When Doing Good Comes With Stigma
Origin stories rooted in marginalized communities can make consumers outside those groups less willing to buy their products.
Based on research by Diana Jue-Rajasingh (Rice Business) and Wesley W. Koo (Johns Hopkins)
Key findings:
- Origin stories that highlight roots in marginalized communities carry social risk for consumers outside of those groups, making them wary of buying in.
- Research shows the key reason for this is stigma transfer — the fear that purchasing the product will signal lower status by association.
- However, framing the origin story in a certain way can encourage those same consumers to offer non-purchase support, such as joining a mailing list.
New research from Rice Business assistant professor Diana Jue-Rajasingh suggests an uncomfortable challenge for social-venture founders: the very origin story that grounds their mission may, in some contexts, limit their ability to grow.
Before earning her Ph.D., Jue-Rajasingh co-founded Essmart, a company that distributes socially beneficial products across rural India. As Essmart pursued new customers, she struggled with how to present the company’s rural roots in a way that would appeal to a more affluent audience.
“Do we emphasize our rural origin story as we expand? That was something we had to think about,” Jue-Rajasingh says. “Is it even useful to talk about the good we’re doing in villages when we’re marketing to people who may not care about that?”
Other social entrepreneurs shared the same hesitation with her. Some worried that affluent customers might not just be indifferent but actively turned off by origin stories centered on marginalized communities. To understand whether that concern held up, Jue-Rajasingh partnered with longtime collaborator Wesley Koo at Johns Hopkins University.
In a new paper in the Strategic Management Journal, they examine whether sharing a social venture’s origin story appeals to new customers — and how framing that story, whether through social impact or product design, shapes its effectiveness.
When Origin Stories Backfire
Their survey-based field experiment confirmed the concern. Affluent, urban customers who heard an origin story tied to a poor, rural community tended to stigmatize the original customer base and became less inclined to purchase the product. Framing mattered: stories connecting rural roots to product design softened the reaction, while stories centered on social benefits heightened it. Still, any reference to social roots reduced willingness to buy.

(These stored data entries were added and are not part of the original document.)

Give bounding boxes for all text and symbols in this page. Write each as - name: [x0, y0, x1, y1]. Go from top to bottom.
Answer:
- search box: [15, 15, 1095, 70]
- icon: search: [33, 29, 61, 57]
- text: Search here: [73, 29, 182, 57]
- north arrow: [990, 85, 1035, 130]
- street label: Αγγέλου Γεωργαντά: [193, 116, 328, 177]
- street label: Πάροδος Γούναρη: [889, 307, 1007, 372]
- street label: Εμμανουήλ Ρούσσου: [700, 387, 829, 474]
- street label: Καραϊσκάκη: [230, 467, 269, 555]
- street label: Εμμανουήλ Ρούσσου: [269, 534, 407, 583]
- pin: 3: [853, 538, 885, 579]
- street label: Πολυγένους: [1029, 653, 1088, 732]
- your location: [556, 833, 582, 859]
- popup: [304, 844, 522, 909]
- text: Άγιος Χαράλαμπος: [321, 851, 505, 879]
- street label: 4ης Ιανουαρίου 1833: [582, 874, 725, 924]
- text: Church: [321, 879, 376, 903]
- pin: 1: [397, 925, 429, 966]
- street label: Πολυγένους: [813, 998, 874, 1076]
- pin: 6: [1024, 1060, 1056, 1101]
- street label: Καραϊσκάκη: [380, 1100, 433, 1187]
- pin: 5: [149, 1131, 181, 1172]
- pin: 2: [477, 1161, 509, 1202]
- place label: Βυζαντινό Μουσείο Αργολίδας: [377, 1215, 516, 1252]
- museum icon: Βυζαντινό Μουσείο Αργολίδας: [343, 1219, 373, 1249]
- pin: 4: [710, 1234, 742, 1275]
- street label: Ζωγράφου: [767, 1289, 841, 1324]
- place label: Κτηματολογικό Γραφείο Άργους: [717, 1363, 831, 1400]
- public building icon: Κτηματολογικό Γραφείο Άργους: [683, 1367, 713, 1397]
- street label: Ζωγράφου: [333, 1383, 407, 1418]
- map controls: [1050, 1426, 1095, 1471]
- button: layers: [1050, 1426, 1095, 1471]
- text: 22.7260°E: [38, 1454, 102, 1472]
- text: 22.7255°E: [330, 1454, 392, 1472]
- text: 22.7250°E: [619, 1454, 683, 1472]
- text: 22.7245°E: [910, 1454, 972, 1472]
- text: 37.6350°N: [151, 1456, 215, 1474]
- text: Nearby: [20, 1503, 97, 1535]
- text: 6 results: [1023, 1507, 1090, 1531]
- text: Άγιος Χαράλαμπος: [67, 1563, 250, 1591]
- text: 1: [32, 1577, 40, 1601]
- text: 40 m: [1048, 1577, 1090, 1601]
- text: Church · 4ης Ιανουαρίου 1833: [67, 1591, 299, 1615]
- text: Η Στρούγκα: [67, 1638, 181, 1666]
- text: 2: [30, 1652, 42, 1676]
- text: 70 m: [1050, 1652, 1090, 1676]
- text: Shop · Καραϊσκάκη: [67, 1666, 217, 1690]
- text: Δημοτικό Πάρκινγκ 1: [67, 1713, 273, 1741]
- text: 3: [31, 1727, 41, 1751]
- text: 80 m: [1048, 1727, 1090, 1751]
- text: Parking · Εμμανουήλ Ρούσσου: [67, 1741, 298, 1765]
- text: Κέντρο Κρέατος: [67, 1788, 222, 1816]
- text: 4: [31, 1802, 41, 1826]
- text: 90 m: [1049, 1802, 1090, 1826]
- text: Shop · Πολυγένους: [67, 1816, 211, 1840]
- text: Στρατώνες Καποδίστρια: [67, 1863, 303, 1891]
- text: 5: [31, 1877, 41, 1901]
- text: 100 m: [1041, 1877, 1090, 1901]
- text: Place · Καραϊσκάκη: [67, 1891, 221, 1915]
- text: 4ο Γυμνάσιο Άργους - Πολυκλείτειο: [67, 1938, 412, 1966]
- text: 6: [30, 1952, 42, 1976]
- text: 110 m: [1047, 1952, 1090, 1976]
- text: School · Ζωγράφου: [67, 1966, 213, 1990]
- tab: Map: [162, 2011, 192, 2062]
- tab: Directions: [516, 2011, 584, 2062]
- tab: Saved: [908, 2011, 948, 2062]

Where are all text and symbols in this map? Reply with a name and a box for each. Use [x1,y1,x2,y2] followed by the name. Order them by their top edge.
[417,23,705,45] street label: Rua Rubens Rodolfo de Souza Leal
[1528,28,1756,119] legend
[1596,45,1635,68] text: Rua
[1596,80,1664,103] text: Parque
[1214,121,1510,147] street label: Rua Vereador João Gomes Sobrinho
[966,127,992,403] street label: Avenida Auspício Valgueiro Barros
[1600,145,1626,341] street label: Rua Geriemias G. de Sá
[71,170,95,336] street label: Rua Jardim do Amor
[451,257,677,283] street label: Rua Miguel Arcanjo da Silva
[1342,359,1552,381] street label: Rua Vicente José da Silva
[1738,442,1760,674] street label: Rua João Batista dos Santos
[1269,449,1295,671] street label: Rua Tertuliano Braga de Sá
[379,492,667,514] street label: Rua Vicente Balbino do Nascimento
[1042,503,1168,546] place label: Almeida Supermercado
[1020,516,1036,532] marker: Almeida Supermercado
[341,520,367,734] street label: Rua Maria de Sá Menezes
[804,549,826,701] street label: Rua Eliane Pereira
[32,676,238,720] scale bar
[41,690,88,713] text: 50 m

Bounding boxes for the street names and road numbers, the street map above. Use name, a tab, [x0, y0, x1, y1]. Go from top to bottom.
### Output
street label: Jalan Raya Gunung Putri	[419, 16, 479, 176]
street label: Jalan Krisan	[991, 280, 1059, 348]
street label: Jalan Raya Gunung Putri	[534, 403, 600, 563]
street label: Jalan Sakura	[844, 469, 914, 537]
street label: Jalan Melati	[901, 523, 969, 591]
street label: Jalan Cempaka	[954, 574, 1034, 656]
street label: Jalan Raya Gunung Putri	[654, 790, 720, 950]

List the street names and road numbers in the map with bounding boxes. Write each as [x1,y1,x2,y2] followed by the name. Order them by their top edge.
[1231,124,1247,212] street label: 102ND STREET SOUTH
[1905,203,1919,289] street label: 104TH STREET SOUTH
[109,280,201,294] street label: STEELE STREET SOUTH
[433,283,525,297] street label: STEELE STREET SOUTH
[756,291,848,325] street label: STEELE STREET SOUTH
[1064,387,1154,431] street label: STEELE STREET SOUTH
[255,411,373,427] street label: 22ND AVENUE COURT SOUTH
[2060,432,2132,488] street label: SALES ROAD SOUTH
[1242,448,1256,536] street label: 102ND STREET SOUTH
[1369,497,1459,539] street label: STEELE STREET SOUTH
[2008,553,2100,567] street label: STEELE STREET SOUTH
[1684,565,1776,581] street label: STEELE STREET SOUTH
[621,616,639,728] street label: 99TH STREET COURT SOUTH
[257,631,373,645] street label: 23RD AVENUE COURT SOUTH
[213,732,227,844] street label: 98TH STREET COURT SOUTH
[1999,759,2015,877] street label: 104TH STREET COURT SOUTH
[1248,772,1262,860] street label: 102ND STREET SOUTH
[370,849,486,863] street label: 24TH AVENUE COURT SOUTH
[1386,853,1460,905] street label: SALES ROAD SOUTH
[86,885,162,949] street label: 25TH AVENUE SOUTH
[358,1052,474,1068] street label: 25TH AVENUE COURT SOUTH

Jue-Rajasingh and Koo centered the study on Saathi Pads, a growing enterprise founded in 2015 to increase access to sanitary pads in rural India. Its early decentralized production model proved financially unsustainable, prompting a shift to centralized manufacturing and a new urban market — raising the question of how, or whether, to foreground Saathi’s social-mission origins.
To test the effects, the researchers recruited 283 female respondents at a university in Delhi and presented four versions of Saathi’s origin story: a basic rural-roots version; a technology version highlighting design choices; a social-impact version; and a combined tech-social version. A control group received no origin story. Participants then evaluated the company, product quality, and their likelihood of purchasing or recommending the pads.
“Part of me wants to say, ‘Own your story.’ But another part of me says, for the sake of ensuring you can grow your company, remember that sometimes you can’t tell the same story to everyone.”
The Role of Stigma Transfer
As it turned out, none of the four framings increased purchase intent compared with the control condition of no origin story at all. Interestingly, however, respondents exposed to the social-impact version were slightly more willing to support the company in non-purchase ways, such as joining a mailing list.
To understand the aversion to these stories, the researchers tested three explanations: misunderstanding of the venture’s social mission, skepticism about motives and stigma transfer. The analysis pointed to this third explanation, stigma transfer, as the primary mechanism. Respondents who grew up in cities, had higher-status parents and reported higher incomes were especially likely to rate Saathi and its products as inferior after hearing the rural origin story.
“At first, the stigma finding surprised me,” Jue-Rajasingh says. But it also echoed her experience as a founder. “When we promoted our organization, we often featured a middle-class person on a poster to inspire lower-income audiences. I noticed organizations never did the reverse.”
The Importance of Strategic Storytelling
Jue-Rajasingh admits she feels conflicted about the implications of her study’s findings for social ventures.
“Part of me wants to say, ‘Own your story.’ But another part of me says, for the sake of ensuring you can grow your company, remember that sometimes you can’t tell the same story to everyone.”
Her findings also point to several areas where more research is needed. This study focused on a specific context — an Indian social enterprise, a women’s health product and an urban university sample — all of which shape how status dynamics show up. Future work could test whether similar stigma-transfer effects appear in different countries, with different types of products or across other consumer groups.
Another open question is whether certain forms of messaging, visual cues or trust-building strategies can reduce or counteract the stigma mechanism rather than simply avoiding it.
Still, Jue-Rajasingh says there are practical takeaways for founders and managers now. For example, audience targeting matters. “As much as you can, try to target your audience,” she says. “For a mainstream audience, emphasize how the origin story can benefit them; maybe that’s a design or technology tie-in. But for the original customers, those who really do care — you can keep telling your social origin story.”
In other words, the story doesn’t need to disappear. But social-venture leaders may need to decide when to center it, when to reframe it and when to let the product speak first.